When considering the future of the school division, Beahm said that the next School Board will have to work to secure as much funding as possible and foster the various programs offered in order to maintain quality schools.

He went on to predict that the less than perfect condition of various facilities and the teacher shortage when it comes to math and science will continue to cause problems for the division. He added that “stagnant student growth is the single biggest problem.”

The relationship between a community and a school is an incredibly strong bond,” he said.

Beahm cites the “raising of expectations” as the thing that he’s most proud of that has occurred during his time on the School Board.

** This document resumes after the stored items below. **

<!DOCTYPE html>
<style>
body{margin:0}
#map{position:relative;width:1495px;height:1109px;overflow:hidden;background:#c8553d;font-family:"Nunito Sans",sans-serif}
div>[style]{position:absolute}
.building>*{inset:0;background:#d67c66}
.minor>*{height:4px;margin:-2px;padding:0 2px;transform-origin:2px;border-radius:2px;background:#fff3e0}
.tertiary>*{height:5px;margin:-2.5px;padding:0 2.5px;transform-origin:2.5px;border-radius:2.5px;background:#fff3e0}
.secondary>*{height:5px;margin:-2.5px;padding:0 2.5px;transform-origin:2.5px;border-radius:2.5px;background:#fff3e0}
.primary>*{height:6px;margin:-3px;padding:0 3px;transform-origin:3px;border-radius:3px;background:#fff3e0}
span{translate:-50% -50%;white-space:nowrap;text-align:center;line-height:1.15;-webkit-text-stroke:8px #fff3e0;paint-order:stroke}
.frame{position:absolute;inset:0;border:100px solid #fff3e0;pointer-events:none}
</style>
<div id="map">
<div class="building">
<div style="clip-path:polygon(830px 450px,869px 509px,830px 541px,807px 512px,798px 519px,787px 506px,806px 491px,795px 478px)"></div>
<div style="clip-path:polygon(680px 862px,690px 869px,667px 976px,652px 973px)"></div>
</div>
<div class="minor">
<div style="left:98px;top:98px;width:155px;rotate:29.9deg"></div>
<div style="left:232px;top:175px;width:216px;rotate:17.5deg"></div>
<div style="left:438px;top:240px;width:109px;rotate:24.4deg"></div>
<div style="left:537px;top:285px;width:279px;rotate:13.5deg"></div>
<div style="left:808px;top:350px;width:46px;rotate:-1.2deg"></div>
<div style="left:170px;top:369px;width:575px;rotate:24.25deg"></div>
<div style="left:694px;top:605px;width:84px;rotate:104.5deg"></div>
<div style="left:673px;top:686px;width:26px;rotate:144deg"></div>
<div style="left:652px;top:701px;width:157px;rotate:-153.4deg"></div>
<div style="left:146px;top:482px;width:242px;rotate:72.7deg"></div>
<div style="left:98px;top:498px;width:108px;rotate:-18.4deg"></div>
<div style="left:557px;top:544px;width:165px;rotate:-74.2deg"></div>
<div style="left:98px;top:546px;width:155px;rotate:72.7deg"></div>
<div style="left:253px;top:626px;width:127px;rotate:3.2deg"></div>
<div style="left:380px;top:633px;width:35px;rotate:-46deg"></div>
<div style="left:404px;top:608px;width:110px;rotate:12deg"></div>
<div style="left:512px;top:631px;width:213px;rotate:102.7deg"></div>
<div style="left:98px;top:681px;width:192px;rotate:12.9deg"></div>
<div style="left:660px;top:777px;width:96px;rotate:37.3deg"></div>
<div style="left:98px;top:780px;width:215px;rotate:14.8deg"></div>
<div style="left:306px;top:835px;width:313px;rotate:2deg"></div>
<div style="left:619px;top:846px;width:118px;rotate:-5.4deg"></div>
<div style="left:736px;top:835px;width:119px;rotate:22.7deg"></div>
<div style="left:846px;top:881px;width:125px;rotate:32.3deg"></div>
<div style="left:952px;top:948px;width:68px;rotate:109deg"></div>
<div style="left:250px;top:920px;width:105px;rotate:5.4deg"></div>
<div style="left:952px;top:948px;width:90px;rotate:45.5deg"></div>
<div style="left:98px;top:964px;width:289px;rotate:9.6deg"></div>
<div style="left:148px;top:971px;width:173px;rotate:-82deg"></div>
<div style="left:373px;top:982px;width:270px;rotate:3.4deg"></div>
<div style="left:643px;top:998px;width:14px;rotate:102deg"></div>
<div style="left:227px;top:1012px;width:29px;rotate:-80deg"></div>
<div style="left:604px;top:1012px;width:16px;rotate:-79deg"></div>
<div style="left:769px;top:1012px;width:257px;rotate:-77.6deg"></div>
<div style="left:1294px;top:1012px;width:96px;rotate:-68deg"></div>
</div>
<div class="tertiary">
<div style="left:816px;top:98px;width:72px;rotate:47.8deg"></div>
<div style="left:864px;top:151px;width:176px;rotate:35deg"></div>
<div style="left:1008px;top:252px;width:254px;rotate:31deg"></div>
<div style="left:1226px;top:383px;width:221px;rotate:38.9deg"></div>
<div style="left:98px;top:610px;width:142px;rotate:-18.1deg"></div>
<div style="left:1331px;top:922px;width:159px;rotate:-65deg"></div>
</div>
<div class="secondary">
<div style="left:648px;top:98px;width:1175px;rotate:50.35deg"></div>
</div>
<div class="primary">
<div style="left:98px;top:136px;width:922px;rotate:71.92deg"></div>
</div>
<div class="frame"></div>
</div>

He explained that the rigorous coursework has helped ensure that the division has high college acceptance rates and that students who decide not to pursue a four-year degree are prepared to start their careers.

We do a good job of educating our students,” he said.

Other points of pride that he cited include the renovation of James River High School, the increased offering of dual enrollment classes, increased student participation in School Board meetings, and the renaming of William Clark Middle School to Central Academy Middle School.

As for what he hasn’t been thrilled about, Beahm said that he has been disappointed by the state legislature concerning funding for education. “There have been some gestures, but realistic proposals haven’t gone anywhere,” he said.

Although he doesn’t have any specific plans for what he’ll do after his current term expires, Beahm said that he’s looking forward to not having to always be available for the various meetings that the School Board holds.

Unfortunately, he said, he won’t be able to watch “The Big Bang Theory,” which airs on Thursday nights, because it’s currently in its last season.

He added that planning for his 50-year class reunion is currently under way, something that he’s looking forward to.